Source data

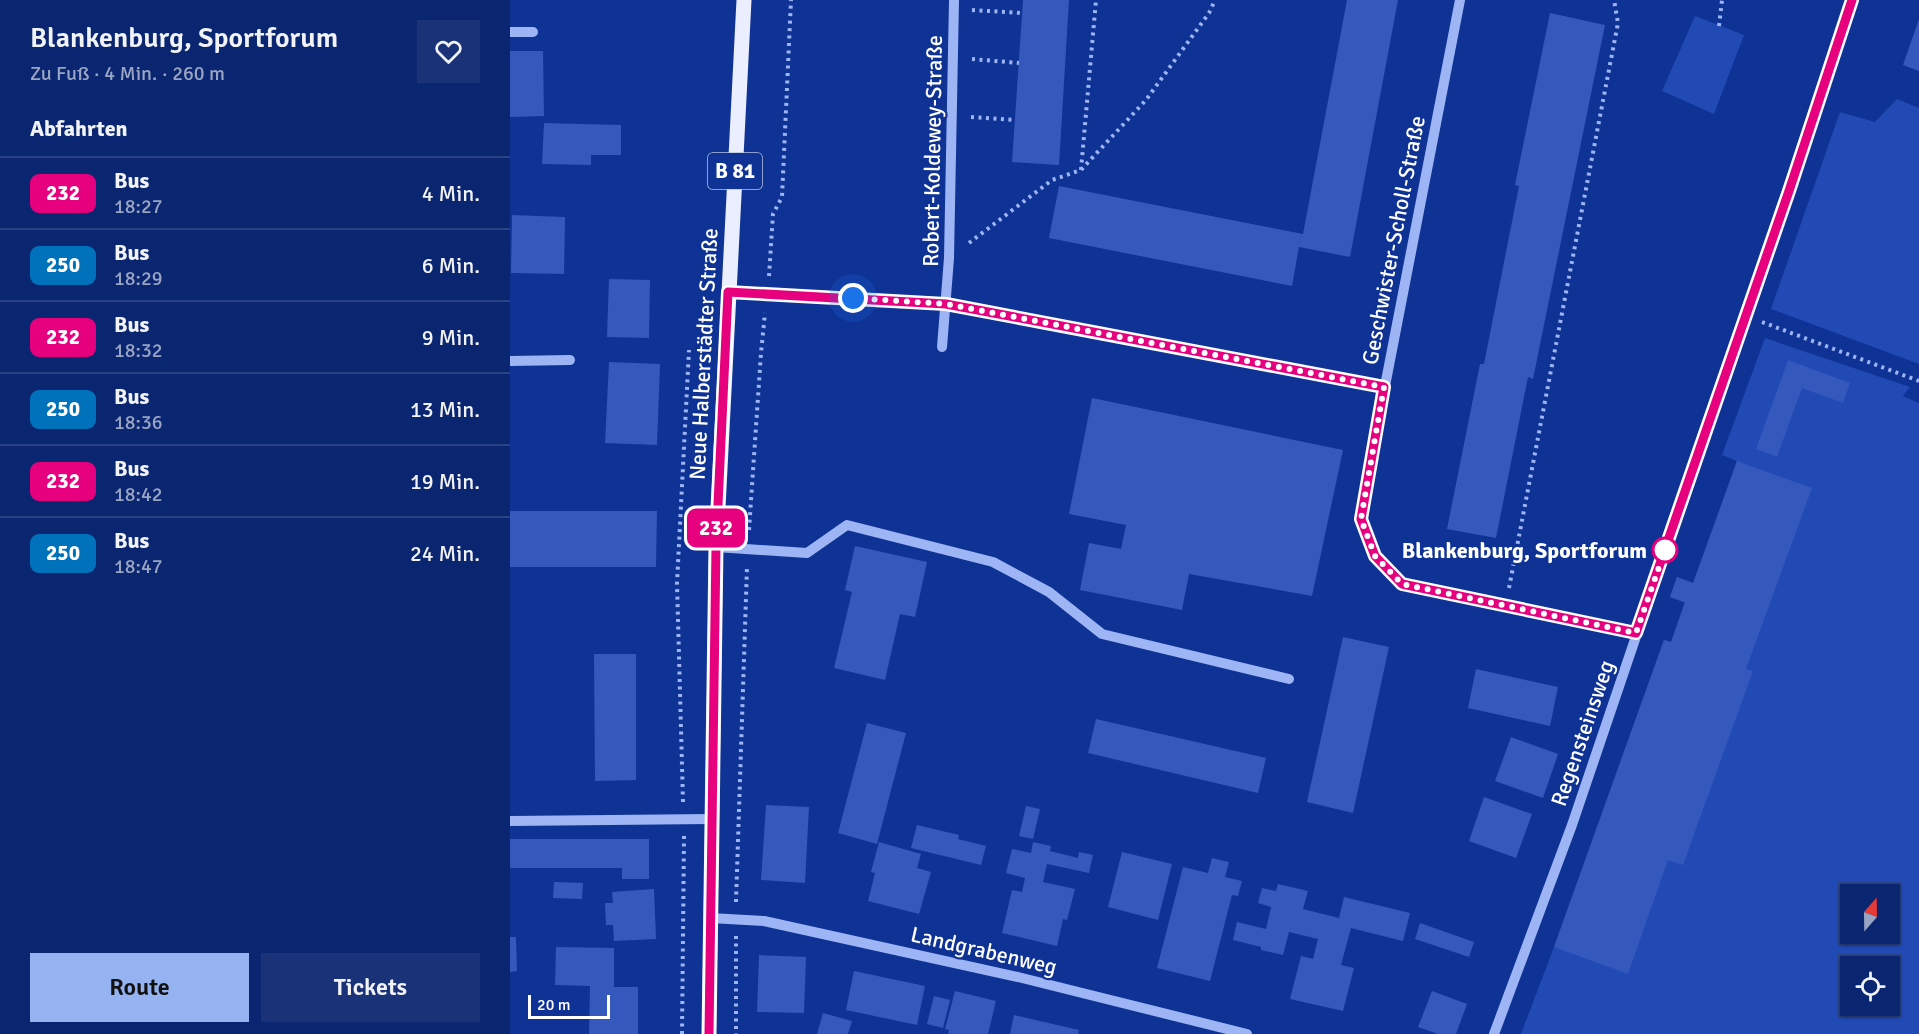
<!DOCTYPE html>
<html lang="de">
<head>
<meta charset="utf-8">
<style>
  :root { --surface:#0b2670; --page:#193278; --text:#f1f3f6; --muted:#9aa5c3; --line:#2b4383; --accent:#95b2f1 }
  body { margin:0; font-family:Signika,sans-serif; background:var(--page); color:var(--text); height:100vh; display:flex; flex-direction:column; font-size:22px; white-space:nowrap }
  * { box-sizing:border-box; margin:0 }
  p { font-size:20px; color:var(--muted) }
  .icon { flex:none; width:33px; height:33px; fill:none; stroke:currentColor; stroke-width:2; stroke-linecap:round; stroke-linejoin:round }
  .map { position:relative; flex:1; overflow:hidden }
  .sheet { display:flex; flex-direction:column; background:var(--surface); width:510px }
  .sheet>* { flex:none }
  .badge { padding:0 12px; border-radius:9px; font-size:21px; line-height:39px }
  .needle { width:39px; rotate:20deg }
  .tools { position:absolute; left:1330px; top:884px; display:grid; gap:12px }
  .tools a { display:grid; place-items:center; width:60px; height:60px; border-radius:0px; background:var(--surface); box-shadow:0 2px 4px #0004,0 0 0 2px var(--line); font-size:30px }
  .scale { position:absolute; left:18px; bottom:15px; width:82px; box-sizing:border-box; padding-left:6px; border:3px solid #fff; border-top:0; font-size:16px; line-height:21px; white-space:nowrap; color:#fff; -webkit-text-stroke:4px #0f3295; paint-order:stroke }
  .you { position:absolute; width:30px; height:30px; margin:-15px; border:4px solid #fff; border-radius:50%; background:#1a73e8; box-shadow:0 0 0 9px #1a73e833 }
  .map>.badge { position:absolute; translate:-50% -50%; box-shadow:0 0 0 3px #fff }
  h2 { padding:0 30px; font-size:22px; line-height:54px }
  .round { display:grid; place-items:center; flex:none; width:63px; height:63px; border-radius:0px; background:var(--page) }
  .head { display:flex; align-items:center; justify-content:space-between; height:102px; padding:0 30px }
  h1 { font-size:28px; font-weight:600; line-height:45px }
  .button { display:flex; gap:12px; margin-top:auto; padding:12px 30px }
  .button a { flex:1; height:69px; border-radius:0px; background:var(--accent); color:#111; font-size:24px; font-weight:600; line-height:69px; text-align:center }
  .button a+a { background:var(--page); color:var(--text) }
  ul { padding:0; list-style:none }
  li { display:flex; align-items:center; gap:18px; height:72px; padding:0 30px; border-top:2px solid var(--line) }
  li div { flex:1 }
  li b { display:block; font-size:22px }
  li em { font-style:normal }
  li .badge { min-width:66px; font-weight:700; text-align:center }
  main { display:flex; flex:1; min-height:0 }
  .map>svg:first-child { display:block }
  .green { fill:#214ab4; fill-rule:evenodd }
  .building { fill:#3458bc }
  .lines { fill:none; stroke-linecap:round; stroke-linejoin:round }
  .path { stroke:#9db5f4; stroke-width:4; stroke-dasharray:3 4.5; stroke-linecap:butt }
  .minor { stroke:#9db5f4; stroke-width:10 }
  .major { stroke:#eaeeff; stroke-width:15 }
  .line-casing { stroke:#fff; stroke-width:14 }
  .line { stroke:#e6007e; stroke-width:9 }
  .walk { stroke:#fff; stroke-width:6; stroke-dasharray:0 10.8 }
  .stop-dot { fill:#fff; stroke:#e6007e; stroke-width:3 }
  .labels { text-anchor:middle; stroke-width:4.5; stroke-linejoin:round; paint-order:stroke }
  .shield { fill:#0f3295; stroke:#b7c2df; stroke-width:1.5 }
  .shield-label { font-size:21px; font-weight:bold; fill:#fff }
  .street-label { font-size:22px; fill:#fff; stroke:#0f3295 }
  .stop-label { font-size:22px; font-weight:bold; fill:#fff; stroke:#0f3295; text-anchor:end }
</style>
</head>
<body>
<main>
<section class="sheet">
<div class="head"><div><h1>Blankenburg, Sportforum</h1><p>Zu Fuß · 4 Min. · 260 m</p></div><a class="round"><svg class="icon" aria-label="heart" viewBox="0 0 24 24"><path d="M12 20l-8-8c-3-5 5-10 8-4 3-6 11-1 8 4z"/></svg></a></div>
<h2>Abfahrten</h2>
<ul>
<li><span class="badge" style="background:#e6007e;color:#fff">232</span><div><b>Bus</b><p>18:27</p></div><em>4 Min.</em></li>
<li><span class="badge" style="background:#0072bc;color:#fff">250</span><div><b>Bus</b><p>18:29</p></div><em>6 Min.</em></li>
<li><span class="badge" style="background:#e6007e;color:#fff">232</span><div><b>Bus</b><p>18:32</p></div><em>9 Min.</em></li>
<li><span class="badge" style="background:#0072bc;color:#fff">250</span><div><b>Bus</b><p>18:36</p></div><em>13 Min.</em></li>
<li><span class="badge" style="background:#e6007e;color:#fff">232</span><div><b>Bus</b><p>18:42</p></div><em>19 Min.</em></li>
<li><span class="badge" style="background:#0072bc;color:#fff">250</span><div><b>Bus</b><p>18:47</p></div><em>24 Min.</em></li>
</ul>
<div class="button"><a>Route</a><a>Tickets</a></div>
</section>
<div class="map">
<svg width="1409" height="1034" viewBox="0 0 1409 1034">
  <rect width="100%" height="100%" fill="#0f3295"/>
  <!-- green -->
  <path class="green" d="M1185,16l49,19 -30,79 -52,-23z
    M1387,99l22,9v256l-148,-55 69,-197 35,10z
    M1255,338l145,49 -7,9 16,7v631h-398l33,-87 110,-307 7,2 14,-39 -15,-6 7,-20 17,6 43,-122 -15,-6zM1341,894h39v39h-39zM1341,966h39v39h-39z"/>
  <!-- building -->
  <path class="building" d="M513,0h46l-10,165 -47,-3z
    M837,0h51l-48,257 -51,-10 -7,39 -243,-48 10,-52 244,48z
    M1040,13l55,12 -72,354 -5,-2 -32,161 -49,-9 33,-165h4l35,-178 -4,-1z
    M1409,19v52l-16,-6z
    M0,51h33l1,65 -34,1z
    M34,123l77,2v30h-30v10l-49,-1z
    M2,215l53,2 -1,57 -53,-1z
    M99,279l41,1 -1,58 -42,-1z
    M1278,360l62,23 -7,20 -41,-15 -25,69 -21,-8z
    M99,362l51,2 -3,81 -52,-2z
    M582,398l251,52 -31,146 -123,-22 -7,36 -102,-20 9,-47 32,6 5,-24 -57,-11z
    M1227,461l75,27 -66,181 7,2 -70,194 -15,-5 -40,114 -74,-27 110,-307 7,2 14,-40 -15,-5 7,-20 16,6z
    M0,511h147l-1,56h-146z
    M345,546l72,16 -12,55 -15,-3 -15,66 -51,-12 18,-76 -7,-2z
    M833,637l46,10 -36,166 -46,-11z
    M84,654h42v126l-41,1z
    M966,669l82,18 -8,39 -82,-18z
    M586,719l170,39 -8,35 -170,-40z
    M357,723l39,10 -29,111 -39,-11z
    M1001,737l47,17 -15,44 -48,-17z
    M974,797l48,17 -16,44 -47,-17z
    M256,805l43,2 -4,76 -44,-3z
    M516,806l14,3 -7,30 -14,-3z
    M407,825l42,10 -1,4 28,7 -5,19 -70,-17z
    M0,839h139v40h-27v-11h-112z
    M369,842l42,12 -4,14 14,4 -12,42 -51,-13 7,-28 -4,-1z
    M523,842l18,4 -1,5 28,7 1,-6 14,3 -4,18 -42,-9 -4,18 32,7 -8,31 -4,-1 -6,27 -55,-13 10,-43 10,2 3,-14 -19,-5 6,-24 19,4z
    M612,852l50,12 -14,56 -50,-13z
    M702,858l17,4 -4,15 17,4 -4,15 -6,-1 -22,86 -53,-13 26,-101 25,6z
    M44,882l29,1 -1,16 -29,-1z
    M768,884l30,7 -5,18 36,9 5,-21 66,16 -7,28 -52,-13 -10,37 13,3 -11,43 -53,-12 11,-43 12,3 5,-20 -29,-7 -6,23 -22,-5v-3l-28,-7 4,-18 29,7 5,-22 -13,-4 4,-15 14,3z
    M144,889l2,50 -42,2 -1,-16h-7l-1,-22h8l-1,-11z
    M910,923l54,19 -5,15 -54,-18z
    M0,937h6l1,34 -7,1z
    M46,947l58,1v39h24v47h-49l1,-48 -35,-1z
    M249,955l47,2 -2,56 -47,-1z
    M344,971l71,15 -8,39 -71,-15z
    M445,991l41,10 -8,33h-40l1,-4 -4,-1z
    M922,991l35,13 -11,30h-18l-20,-7z
    M424,996l16,4 -7,28 -16,-4z
    M313,1013l29,8 -4,13h-31z
    M504,1015l65,15 -1,4h-68z"/>
  <g class="lines">
    <!-- path -->
    <path class="path" d="M462,10l50,3
      M1209,26l3,-26
      M462,59l47,4
      M461,117l44,3
      M571,170l15,-170
      M459,243l83,-63 29,-10 65,-70 63,-87 6,-13
      M259,276l4,-62 9,-17 9,-197
      M1252,322l157,59
      M239,530l12,-177 4,-40
      M999,588l109,-565 -4,-23
      M173,802l-6,-219 12,-233
      M226,902l11,-335
      M226,936v98
      M172,1034l2,-198"/>
    <!-- minor -->
    <path class="minor" d="M950,0l-75,386 -24,133 14,38 27,27 234,49
      M0,32h23
      M218,292l218,12 439,82
      M432,347l7,-89 5,-258
      M0,361l60,-1
      M206,547l91,6 40,-28 146,37 56,30 53,42 187,45
      M0,821l200,-2
      M200,918l54,3 254,56 229,57
      M984,1034l78,-209 280,-825"/>
    <!-- major -->
    <path class="major" d="M199,1034l7,-487 28,-547"/>
  </g>
  <g class="lines">
    <!-- line casing -->
    <g class="line-casing">
      <path id="line" d="M199,1034l7,-487 12,-255 218,12 438,83 -23,132 14,37 27,28 234,49 153,-442 63,-191"/>
    </g>
    <!-- line -->
    <use href="#line" class="line"/>
    <!-- walk -->
    <path class="walk" d="M343,298l93,6 438,83 -23,132 14,37 27,28 234,49 29,-83"/>
  </g>
  <!-- markers -->
  <circle class="stop-dot" cx="1155" cy="550" r="12"/>
  <g class="labels">
    <!-- shield labels -->
    <rect class="shield" x="198" y="153" width="54" height="36" rx="4.5"/>
    <g class="shield-label">
      <text x="225" y="178">B 81</text>
    </g>
    <!-- street labels -->
    <g class="street-label">
      <text transform="translate(422 151) rotate(-89)" y="8">Robert-Koldewey-Straße</text>
      <text transform="translate(883 240) rotate(-79)" y="8">Geschwister-Scholl-Straße</text>
      <text transform="translate(193 354) rotate(-87)" y="8">Neue Halberstädter Straße</text>
      <text transform="translate(1072 733) rotate(-71)" y="8">Regensteinsweg</text>
      <text transform="translate(474 950) rotate(13)" y="8">Landgrabenweg</text>
    </g>
    <!-- stop labels -->
    <g class="stop-label">
      <text x="1137" y="558">Blankenburg, Sportforum</text>
    </g>
  </g>
</svg>
<div class="tools">
<a><svg class="needle" viewBox="-14 -14 28 28"><path d="M0-13l5 13h-10z" fill="#e53935"/><path d="M0 13l5-13h-10z" fill="#9aa5c3"/></svg></a>
<a><svg class="icon" aria-label="locate" viewBox="0 0 24 24"><circle cx="12" cy="12" r="6"/><path d="M12 2v4M12 18v4M2 12h4M18 12h4"/></svg></a>
</div>
<div class="scale">20 m</div>
<div class="you" style="left:343px;top:298px"></div>
<b class="badge" style="left:206px;top:528px;background:#e6007e;color:#fff">232</b>
</div>
</main>
</body>
</html>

Problem description
The answer must consist solely of the lines from the first line of the data through the line containing "display:flex; align-items:center; justify-content:space-between;", inclusive, reproduced exactly and without pictures.

Result
<!DOCTYPE html>
<html lang="de">
<head>
<meta charset="utf-8">
<style>
  :root { --surface:#0b2670; --page:#193278; --text:#f1f3f6; --muted:#9aa5c3; --line:#2b4383; --accent:#95b2f1 }
  body { margin:0; font-family:Signika,sans-serif; background:var(--page); color:var(--text); height:100vh; display:flex; flex-direction:column; font-size:22px; white-space:nowrap }
  * { box-sizing:border-box; margin:0 }
  p { font-size:20px; color:var(--muted) }
  .icon { flex:none; width:33px; height:33px; fill:none; stroke:currentColor; stroke-width:2; stroke-linecap:round; stroke-linejoin:round }
  .map { position:relative; flex:1; overflow:hidden }
  .sheet { display:flex; flex-direction:column; background:var(--surface); width:510px }
  .sheet>* { flex:none }
  .badge { padding:0 12px; border-radius:9px; font-size:21px; line-height:39px }
  .needle { width:39px; rotate:20deg }
  .tools { position:absolute; left:1330px; top:884px; display:grid; gap:12px }
  .tools a { display:grid; place-items:center; width:60px; height:60px; border-radius:0px; background:var(--surface); box-shadow:0 2px 4px #0004,0 0 0 2px var(--line); font-size:30px }
  .scale { position:absolute; left:18px; bottom:15px; width:82px; box-sizing:border-box; padding-left:6px; border:3px solid #fff; border-top:0; font-size:16px; line-height:21px; white-space:nowrap; color:#fff; -webkit-text-stroke:4px #0f3295; paint-order:stroke }
  .you { position:absolute; width:30px; height:30px; margin:-15px; border:4px solid #fff; border-radius:50%; background:#1a73e8; box-shadow:0 0 0 9px #1a73e833 }
  .map>.badge { position:absolute; translate:-50% -50%; box-shadow:0 0 0 3px #fff }
  h2 { padding:0 30px; font-size:22px; line-height:54px }
  .round { display:grid; place-items:center; flex:none; width:63px; height:63px; border-radius:0px; background:var(--page) }
  .head { display:flex; align-items:center; justify-content:space-between; height:102px; padding:0 30px }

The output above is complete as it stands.